**YOUR OBJECTIVE**
Produce word for word the lines of the data below running from the one that has "position:relative; width:1271px; height:2573px;" to the one that has "filter:drop-shadow(2px 0 #756e7a)", inclusive, and no others.

**EXERCISE DATA**

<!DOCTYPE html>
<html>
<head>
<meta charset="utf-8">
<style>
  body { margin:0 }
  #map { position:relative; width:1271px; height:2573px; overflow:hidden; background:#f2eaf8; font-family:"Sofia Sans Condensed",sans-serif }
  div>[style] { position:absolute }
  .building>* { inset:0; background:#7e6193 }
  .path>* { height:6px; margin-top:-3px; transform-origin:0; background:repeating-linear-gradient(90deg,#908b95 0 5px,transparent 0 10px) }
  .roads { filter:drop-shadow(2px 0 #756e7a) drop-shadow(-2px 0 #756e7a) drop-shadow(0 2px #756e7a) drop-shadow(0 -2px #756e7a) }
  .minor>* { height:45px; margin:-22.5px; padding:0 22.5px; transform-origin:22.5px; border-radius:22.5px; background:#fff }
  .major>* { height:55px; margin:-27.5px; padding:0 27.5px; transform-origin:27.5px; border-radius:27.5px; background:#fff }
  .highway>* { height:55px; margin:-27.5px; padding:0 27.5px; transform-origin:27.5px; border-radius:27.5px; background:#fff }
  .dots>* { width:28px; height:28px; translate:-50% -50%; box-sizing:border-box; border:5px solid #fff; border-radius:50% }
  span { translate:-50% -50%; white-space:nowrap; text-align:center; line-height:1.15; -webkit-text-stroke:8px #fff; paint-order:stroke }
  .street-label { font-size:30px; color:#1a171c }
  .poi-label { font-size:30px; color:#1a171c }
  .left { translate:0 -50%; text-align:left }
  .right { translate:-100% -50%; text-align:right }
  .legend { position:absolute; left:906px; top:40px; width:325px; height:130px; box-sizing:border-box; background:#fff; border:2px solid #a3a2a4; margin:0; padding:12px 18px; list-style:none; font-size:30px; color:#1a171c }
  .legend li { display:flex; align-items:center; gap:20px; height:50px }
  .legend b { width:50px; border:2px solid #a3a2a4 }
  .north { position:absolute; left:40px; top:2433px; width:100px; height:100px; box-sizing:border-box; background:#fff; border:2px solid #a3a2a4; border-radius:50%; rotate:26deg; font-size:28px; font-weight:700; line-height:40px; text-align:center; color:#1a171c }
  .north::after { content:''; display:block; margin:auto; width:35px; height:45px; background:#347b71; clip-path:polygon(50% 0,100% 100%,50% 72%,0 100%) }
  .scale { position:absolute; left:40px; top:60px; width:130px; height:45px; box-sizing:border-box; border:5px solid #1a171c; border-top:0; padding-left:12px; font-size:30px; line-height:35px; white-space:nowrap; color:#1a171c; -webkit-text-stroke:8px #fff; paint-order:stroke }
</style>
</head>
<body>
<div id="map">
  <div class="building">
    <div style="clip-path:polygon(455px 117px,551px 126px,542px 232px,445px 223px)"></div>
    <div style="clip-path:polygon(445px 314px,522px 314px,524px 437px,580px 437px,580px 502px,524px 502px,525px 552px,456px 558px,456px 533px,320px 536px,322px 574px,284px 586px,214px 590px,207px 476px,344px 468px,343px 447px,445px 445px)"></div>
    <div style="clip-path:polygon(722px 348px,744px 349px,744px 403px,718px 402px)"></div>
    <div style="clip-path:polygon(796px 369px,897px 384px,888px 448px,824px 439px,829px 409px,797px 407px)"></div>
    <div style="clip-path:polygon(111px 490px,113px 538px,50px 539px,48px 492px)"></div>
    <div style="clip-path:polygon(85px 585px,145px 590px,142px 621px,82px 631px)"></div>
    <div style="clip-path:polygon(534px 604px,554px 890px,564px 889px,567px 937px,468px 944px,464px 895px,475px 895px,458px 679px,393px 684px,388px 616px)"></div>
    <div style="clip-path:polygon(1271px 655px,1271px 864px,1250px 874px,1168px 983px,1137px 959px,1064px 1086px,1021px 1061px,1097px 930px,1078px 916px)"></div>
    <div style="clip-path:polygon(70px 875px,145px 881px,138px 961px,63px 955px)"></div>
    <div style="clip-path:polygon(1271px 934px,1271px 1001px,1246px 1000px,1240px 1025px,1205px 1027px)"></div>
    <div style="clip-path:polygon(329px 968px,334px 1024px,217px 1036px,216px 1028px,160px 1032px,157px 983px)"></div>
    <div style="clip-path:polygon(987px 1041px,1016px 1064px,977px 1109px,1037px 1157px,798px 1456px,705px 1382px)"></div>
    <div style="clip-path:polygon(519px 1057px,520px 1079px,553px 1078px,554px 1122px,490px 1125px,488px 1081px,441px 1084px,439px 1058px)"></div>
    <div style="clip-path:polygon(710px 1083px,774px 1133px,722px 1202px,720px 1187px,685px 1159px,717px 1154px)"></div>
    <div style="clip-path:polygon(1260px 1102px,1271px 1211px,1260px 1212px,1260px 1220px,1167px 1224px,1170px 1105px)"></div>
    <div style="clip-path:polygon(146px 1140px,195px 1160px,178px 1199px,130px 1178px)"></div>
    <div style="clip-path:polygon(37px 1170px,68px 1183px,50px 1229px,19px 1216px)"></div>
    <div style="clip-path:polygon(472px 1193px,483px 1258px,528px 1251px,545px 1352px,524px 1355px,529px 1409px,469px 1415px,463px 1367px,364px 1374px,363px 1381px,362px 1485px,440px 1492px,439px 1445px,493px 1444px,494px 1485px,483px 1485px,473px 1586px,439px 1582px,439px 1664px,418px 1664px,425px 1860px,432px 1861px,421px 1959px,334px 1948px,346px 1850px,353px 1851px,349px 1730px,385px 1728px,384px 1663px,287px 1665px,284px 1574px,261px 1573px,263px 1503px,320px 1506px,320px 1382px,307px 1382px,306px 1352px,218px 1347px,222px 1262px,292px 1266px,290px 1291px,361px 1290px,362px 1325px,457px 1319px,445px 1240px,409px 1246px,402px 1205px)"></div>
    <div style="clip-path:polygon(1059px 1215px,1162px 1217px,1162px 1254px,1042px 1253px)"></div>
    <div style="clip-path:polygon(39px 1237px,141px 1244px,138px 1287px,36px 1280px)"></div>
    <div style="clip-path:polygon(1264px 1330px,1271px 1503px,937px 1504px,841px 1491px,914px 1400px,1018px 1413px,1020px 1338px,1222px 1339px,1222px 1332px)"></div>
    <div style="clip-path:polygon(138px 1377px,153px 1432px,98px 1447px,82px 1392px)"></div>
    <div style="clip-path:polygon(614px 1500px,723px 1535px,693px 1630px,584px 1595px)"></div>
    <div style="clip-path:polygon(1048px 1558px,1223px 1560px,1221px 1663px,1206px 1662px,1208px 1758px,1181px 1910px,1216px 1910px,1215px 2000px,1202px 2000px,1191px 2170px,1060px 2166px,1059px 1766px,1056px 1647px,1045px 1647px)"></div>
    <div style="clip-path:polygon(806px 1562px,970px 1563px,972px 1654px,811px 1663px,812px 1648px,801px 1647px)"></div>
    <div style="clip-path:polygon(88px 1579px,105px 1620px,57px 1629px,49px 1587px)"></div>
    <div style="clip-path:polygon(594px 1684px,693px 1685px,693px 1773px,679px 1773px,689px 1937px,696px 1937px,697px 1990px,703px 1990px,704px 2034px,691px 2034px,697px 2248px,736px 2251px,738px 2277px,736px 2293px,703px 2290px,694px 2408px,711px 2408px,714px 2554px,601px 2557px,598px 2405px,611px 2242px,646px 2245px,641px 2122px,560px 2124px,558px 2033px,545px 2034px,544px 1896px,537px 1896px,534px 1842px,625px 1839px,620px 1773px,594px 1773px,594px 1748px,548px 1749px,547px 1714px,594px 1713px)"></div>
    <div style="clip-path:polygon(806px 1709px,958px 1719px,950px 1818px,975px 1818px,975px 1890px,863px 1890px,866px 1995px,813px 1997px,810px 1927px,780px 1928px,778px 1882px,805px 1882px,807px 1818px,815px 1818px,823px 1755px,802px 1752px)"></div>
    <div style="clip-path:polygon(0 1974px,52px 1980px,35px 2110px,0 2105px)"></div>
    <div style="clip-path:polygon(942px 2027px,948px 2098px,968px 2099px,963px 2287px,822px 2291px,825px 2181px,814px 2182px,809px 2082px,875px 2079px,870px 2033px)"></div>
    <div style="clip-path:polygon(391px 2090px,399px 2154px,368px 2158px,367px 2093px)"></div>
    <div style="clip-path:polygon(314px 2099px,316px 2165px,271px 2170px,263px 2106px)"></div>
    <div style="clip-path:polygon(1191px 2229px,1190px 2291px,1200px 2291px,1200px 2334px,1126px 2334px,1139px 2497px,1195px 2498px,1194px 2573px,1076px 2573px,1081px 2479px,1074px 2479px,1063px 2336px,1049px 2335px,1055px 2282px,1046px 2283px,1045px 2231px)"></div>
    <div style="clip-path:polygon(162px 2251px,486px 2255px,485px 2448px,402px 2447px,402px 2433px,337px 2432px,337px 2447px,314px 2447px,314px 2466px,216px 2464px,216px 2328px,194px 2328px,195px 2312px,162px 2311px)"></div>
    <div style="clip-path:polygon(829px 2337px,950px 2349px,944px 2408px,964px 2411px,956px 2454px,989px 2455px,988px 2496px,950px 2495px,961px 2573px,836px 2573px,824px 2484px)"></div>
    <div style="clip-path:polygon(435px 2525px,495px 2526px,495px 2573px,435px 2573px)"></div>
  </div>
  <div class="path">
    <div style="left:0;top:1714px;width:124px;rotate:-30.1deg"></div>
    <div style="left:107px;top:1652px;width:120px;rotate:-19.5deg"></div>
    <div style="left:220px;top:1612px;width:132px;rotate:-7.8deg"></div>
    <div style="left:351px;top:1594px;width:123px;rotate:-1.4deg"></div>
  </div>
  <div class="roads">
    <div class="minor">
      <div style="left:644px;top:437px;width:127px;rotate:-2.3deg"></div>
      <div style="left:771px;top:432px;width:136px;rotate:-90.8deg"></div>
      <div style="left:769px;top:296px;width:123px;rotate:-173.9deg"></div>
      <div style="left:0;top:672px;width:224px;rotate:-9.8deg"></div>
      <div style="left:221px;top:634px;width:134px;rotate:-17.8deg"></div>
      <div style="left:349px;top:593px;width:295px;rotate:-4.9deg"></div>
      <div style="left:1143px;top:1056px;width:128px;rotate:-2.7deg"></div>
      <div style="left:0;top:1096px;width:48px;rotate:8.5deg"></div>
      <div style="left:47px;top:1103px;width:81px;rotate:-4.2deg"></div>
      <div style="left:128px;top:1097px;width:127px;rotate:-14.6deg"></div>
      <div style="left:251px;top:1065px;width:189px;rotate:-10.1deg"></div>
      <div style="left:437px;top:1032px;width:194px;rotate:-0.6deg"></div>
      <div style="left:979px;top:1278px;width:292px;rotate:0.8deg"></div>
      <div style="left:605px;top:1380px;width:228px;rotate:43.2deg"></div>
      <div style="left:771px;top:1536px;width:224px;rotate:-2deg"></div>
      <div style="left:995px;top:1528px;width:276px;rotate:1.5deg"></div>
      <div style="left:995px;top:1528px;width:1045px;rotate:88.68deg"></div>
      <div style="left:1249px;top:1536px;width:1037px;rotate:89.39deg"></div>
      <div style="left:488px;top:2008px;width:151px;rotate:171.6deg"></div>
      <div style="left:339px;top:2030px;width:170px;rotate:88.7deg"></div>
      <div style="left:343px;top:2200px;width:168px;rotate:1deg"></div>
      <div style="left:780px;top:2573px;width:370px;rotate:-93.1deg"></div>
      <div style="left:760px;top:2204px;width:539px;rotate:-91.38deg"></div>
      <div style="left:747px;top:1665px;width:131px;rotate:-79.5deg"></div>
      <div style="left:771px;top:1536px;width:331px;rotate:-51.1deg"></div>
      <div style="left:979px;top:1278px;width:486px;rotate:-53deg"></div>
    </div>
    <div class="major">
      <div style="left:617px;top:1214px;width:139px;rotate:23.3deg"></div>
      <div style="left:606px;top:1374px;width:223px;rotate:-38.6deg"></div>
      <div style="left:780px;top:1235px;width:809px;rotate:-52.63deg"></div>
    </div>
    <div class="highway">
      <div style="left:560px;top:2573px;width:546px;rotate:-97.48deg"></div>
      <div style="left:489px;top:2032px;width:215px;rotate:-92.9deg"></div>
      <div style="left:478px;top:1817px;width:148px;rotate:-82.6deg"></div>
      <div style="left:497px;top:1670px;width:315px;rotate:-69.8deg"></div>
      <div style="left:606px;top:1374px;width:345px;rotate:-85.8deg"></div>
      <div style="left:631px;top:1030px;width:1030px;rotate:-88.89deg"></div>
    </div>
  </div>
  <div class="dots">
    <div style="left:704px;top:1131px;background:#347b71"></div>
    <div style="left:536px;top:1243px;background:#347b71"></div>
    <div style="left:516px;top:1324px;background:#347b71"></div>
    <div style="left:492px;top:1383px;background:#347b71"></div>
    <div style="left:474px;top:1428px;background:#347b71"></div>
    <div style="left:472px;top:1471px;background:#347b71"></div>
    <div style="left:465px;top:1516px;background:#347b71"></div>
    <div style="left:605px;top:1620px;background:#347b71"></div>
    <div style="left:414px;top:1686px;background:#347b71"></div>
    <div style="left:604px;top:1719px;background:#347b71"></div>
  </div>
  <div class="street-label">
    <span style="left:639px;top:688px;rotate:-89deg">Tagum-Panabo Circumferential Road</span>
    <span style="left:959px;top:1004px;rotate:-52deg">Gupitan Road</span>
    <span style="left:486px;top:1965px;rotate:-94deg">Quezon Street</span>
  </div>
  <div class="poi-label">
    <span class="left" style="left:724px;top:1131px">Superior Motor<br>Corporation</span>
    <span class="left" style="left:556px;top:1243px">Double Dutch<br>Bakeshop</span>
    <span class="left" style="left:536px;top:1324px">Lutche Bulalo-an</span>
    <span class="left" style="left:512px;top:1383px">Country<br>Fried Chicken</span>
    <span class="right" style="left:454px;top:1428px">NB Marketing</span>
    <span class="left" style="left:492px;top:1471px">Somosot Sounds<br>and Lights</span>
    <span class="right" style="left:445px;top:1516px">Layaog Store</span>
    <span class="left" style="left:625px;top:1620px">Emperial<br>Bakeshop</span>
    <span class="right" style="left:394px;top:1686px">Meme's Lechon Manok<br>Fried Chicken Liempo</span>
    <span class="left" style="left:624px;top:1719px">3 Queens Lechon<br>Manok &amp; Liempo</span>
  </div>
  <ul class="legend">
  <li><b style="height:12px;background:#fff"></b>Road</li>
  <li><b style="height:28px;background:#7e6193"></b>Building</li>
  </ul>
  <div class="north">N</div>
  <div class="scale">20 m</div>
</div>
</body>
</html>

**ANSWER TO THE EXERCISE**
  #map { position:relative; width:1271px; height:2573px; overflow:hidden; background:#f2eaf8; font-family:"Sofia Sans Condensed",sans-serif }
  div>[style] { position:absolute }
  .building>* { inset:0; background:#7e6193 }
  .path>* { height:6px; margin-top:-3px; transform-origin:0; background:repeating-linear-gradient(90deg,#908b95 0 5px,transparent 0 10px) }
  .roads { filter:drop-shadow(2px 0 #756e7a) drop-shadow(-2px 0 #756e7a) drop-shadow(0 2px #756e7a) drop-shadow(0 -2px #756e7a) }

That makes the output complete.